= WHAT IS REQUIRED =
Your answer must be an exact copy of every record below.

= SUPPLIED ENTRIES =
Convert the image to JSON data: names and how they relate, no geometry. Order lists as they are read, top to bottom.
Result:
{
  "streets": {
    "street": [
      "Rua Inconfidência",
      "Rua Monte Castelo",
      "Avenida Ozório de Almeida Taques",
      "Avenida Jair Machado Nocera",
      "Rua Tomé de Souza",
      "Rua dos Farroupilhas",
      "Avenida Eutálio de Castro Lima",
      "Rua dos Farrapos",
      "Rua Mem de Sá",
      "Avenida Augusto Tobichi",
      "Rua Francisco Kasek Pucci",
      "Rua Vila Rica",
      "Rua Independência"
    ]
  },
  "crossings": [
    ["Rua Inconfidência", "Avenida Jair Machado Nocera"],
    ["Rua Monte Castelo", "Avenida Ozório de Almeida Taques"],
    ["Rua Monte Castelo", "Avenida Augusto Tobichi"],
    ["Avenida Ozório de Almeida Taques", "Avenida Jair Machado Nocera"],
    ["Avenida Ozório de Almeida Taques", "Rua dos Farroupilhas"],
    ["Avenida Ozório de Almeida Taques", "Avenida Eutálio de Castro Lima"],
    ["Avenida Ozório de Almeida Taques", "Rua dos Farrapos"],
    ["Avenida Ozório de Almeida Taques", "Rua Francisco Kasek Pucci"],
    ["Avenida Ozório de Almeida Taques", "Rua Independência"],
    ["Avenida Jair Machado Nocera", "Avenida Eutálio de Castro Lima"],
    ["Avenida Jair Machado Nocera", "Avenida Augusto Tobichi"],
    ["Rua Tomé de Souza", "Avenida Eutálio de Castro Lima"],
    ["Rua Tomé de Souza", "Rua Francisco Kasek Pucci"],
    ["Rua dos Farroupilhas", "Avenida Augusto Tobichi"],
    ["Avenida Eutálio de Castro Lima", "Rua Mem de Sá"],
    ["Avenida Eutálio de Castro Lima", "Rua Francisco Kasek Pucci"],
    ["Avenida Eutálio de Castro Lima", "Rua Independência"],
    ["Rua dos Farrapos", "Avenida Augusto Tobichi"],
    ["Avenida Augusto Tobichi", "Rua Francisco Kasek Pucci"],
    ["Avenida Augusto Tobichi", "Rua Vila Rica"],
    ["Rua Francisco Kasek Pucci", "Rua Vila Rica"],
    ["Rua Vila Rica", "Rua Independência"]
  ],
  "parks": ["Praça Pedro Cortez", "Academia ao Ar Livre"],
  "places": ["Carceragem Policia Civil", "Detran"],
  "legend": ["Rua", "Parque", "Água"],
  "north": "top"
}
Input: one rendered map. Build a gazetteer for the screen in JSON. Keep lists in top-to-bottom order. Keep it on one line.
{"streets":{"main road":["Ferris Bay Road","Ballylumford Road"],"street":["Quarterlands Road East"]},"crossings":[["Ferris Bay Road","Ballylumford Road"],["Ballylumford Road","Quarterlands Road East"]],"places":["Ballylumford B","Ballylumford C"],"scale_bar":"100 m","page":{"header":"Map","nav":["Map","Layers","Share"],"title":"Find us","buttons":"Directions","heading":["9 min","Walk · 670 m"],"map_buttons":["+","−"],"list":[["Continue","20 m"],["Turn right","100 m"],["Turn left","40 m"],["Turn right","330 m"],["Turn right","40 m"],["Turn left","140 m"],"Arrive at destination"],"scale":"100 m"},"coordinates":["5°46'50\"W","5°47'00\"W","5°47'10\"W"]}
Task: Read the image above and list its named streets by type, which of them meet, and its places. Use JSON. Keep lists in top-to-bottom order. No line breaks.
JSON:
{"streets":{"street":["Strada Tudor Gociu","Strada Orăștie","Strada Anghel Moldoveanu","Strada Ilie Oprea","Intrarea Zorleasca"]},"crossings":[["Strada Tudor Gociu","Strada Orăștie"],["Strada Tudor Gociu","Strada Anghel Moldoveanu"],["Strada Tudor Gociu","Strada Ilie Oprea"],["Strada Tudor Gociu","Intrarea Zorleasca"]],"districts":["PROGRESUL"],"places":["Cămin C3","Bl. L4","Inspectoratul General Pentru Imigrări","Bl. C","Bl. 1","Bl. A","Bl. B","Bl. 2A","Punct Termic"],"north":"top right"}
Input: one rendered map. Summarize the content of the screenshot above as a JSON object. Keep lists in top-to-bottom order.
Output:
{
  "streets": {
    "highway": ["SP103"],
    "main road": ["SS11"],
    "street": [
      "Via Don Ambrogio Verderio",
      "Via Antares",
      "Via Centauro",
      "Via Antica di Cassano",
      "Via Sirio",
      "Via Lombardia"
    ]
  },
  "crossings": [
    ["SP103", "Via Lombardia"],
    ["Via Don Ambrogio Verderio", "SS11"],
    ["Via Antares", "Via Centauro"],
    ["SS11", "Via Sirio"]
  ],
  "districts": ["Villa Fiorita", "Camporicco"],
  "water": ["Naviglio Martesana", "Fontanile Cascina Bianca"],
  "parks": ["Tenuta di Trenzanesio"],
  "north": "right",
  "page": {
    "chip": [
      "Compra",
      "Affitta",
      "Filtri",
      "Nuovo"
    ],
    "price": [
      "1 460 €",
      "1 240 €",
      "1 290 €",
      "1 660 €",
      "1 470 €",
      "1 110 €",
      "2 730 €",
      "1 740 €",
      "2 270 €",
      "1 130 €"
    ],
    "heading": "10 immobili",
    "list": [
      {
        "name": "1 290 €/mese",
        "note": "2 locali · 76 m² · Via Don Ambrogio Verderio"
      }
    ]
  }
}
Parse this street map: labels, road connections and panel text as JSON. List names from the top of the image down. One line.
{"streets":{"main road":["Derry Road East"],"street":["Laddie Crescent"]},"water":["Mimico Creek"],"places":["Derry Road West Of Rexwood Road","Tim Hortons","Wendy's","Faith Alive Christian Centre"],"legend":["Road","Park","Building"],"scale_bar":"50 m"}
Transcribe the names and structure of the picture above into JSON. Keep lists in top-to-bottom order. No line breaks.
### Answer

= EXERCISE OUTPUT =
Convert the image to JSON data: names and how they relate, no geometry. Order lists as they are read, top to bottom.
Result:
{
  "streets": {
    "street": [
      "Rua Inconfidência",
      "Rua Monte Castelo",
      "Avenida Ozório de Almeida Taques",
      "Avenida Jair Machado Nocera",
      "Rua Tomé de Souza",
      "Rua dos Farroupilhas",
      "Avenida Eutálio de Castro Lima",
      "Rua dos Farrapos",
      "Rua Mem de Sá",
      "Avenida Augusto Tobichi",
      "Rua Francisco Kasek Pucci",
      "Rua Vila Rica",
      "Rua Independência"
    ]
  },
  "crossings": [
    ["Rua Inconfidência", "Avenida Jair Machado Nocera"],
    ["Rua Monte Castelo", "Avenida Ozório de Almeida Taques"],
    ["Rua Monte Castelo", "Avenida Augusto Tobichi"],
    ["Avenida Ozório de Almeida Taques", "Avenida Jair Machado Nocera"],
    ["Avenida Ozório de Almeida Taques", "Rua dos Farroupilhas"],
    ["Avenida Ozório de Almeida Taques", "Avenida Eutálio de Castro Lima"],
    ["Avenida Ozório de Almeida Taques", "Rua dos Farrapos"],
    ["Avenida Ozório de Almeida Taques", "Rua Francisco Kasek Pucci"],
    ["Avenida Ozório de Almeida Taques", "Rua Independência"],
    ["Avenida Jair Machado Nocera", "Avenida Eutálio de Castro Lima"],
    ["Avenida Jair Machado Nocera", "Avenida Augusto Tobichi"],
    ["Rua Tomé de Souza", "Avenida Eutálio de Castro Lima"],
    ["Rua Tomé de Souza", "Rua Francisco Kasek Pucci"],
    ["Rua dos Farroupilhas", "Avenida Augusto Tobichi"],
    ["Avenida Eutálio de Castro Lima", "Rua Mem de Sá"],
    ["Avenida Eutálio de Castro Lima", "Rua Francisco Kasek Pucci"],
    ["Avenida Eutálio de Castro Lima", "Rua Independência"],
    ["Rua dos Farrapos", "Avenida Augusto Tobichi"],
    ["Avenida Augusto Tobichi", "Rua Francisco Kasek Pucci"],
    ["Avenida Augusto Tobichi", "Rua Vila Rica"],
    ["Rua Francisco Kasek Pucci", "Rua Vila Rica"],
    ["Rua Vila Rica", "Rua Independência"]
  ],
  "parks": ["Praça Pedro Cortez", "Academia ao Ar Livre"],
  "places": ["Carceragem Policia Civil", "Detran"],
  "legend": ["Rua", "Parque", "Água"],
  "north": "top"
}
Input: one rendered map. Build a gazetteer for the screen in JSON. Keep lists in top-to-bottom order. Keep it on one line.
{"streets":{"main road":["Ferris Bay Road","Ballylumford Road"],"street":["Quarterlands Road East"]},"crossings":[["Ferris Bay Road","Ballylumford Road"],["Ballylumford Road","Quarterlands Road East"]],"places":["Ballylumford B","Ballylumford C"],"scale_bar":"100 m","page":{"header":"Map","nav":["Map","Layers","Share"],"title":"Find us","buttons":"Directions","heading":["9 min","Walk · 670 m"],"map_buttons":["+","−"],"list":[["Continue","20 m"],["Turn right","100 m"],["Turn left","40 m"],["Turn right","330 m"],["Turn right","40 m"],["Turn left","140 m"],"Arrive at destination"],"scale":"100 m"},"coordinates":["5°46'50\"W","5°47'00\"W","5°47'10\"W"]}
Task: Read the image above and list its named streets by type, which of them meet, and its places. Use JSON. Keep lists in top-to-bottom order. No line breaks.
JSON:
{"streets":{"street":["Strada Tudor Gociu","Strada Orăștie","Strada Anghel Moldoveanu","Strada Ilie Oprea","Intrarea Zorleasca"]},"crossings":[["Strada Tudor Gociu","Strada Orăștie"],["Strada Tudor Gociu","Strada Anghel Moldoveanu"],["Strada Tudor Gociu","Strada Ilie Oprea"],["Strada Tudor Gociu","Intrarea Zorleasca"]],"districts":["PROGRESUL"],"places":["Cămin C3","Bl. L4","Inspectoratul General Pentru Imigrări","Bl. C","Bl. 1","Bl. A","Bl. B","Bl. 2A","Punct Termic"],"north":"top right"}
Input: one rendered map. Summarize the content of the screenshot above as a JSON object. Keep lists in top-to-bottom order.
Output:
{
  "streets": {
    "highway": ["SP103"],
    "main road": ["SS11"],
    "street": [
      "Via Don Ambrogio Verderio",
      "Via Antares",
      "Via Centauro",
      "Via Antica di Cassano",
      "Via Sirio",
      "Via Lombardia"
    ]
  },
  "crossings": [
    ["SP103", "Via Lombardia"],
    ["Via Don Ambrogio Verderio", "SS11"],
    ["Via Antares", "Via Centauro"],
    ["SS11", "Via Sirio"]
  ],
  "districts": ["Villa Fiorita", "Camporicco"],
  "water": ["Naviglio Martesana", "Fontanile Cascina Bianca"],
  "parks": ["Tenuta di Trenzanesio"],
  "north": "right",
  "page": {
    "chip": [
      "Compra",
      "Affitta",
      "Filtri",
      "Nuovo"
    ],
    "price": [
      "1 460 €",
      "1 240 €",
      "1 290 €",
      "1 660 €",
      "1 470 €",
      "1 110 €",
      "2 730 €",
      "1 740 €",
      "2 270 €",
      "1 130 €"
    ],
    "heading": "10 immobili",
    "list": [
      {
        "name": "1 290 €/mese",
        "note": "2 locali · 76 m² · Via Don Ambrogio Verderio"
      }
    ]
  }
}
Parse this street map: labels, road connections and panel text as JSON. List names from the top of the image down. One line.
{"streets":{"main road":["Derry Road East"],"street":["Laddie Crescent"]},"water":["Mimico Creek"],"places":["Derry Road West Of Rexwood Road","Tim Hortons","Wendy's","Faith Alive Christian Centre"],"legend":["Road","Park","Building"],"scale_bar":"50 m"}
Transcribe the names and structure of the picture above into JSON. Keep lists in top-to-bottom order. No line breaks.
### Answer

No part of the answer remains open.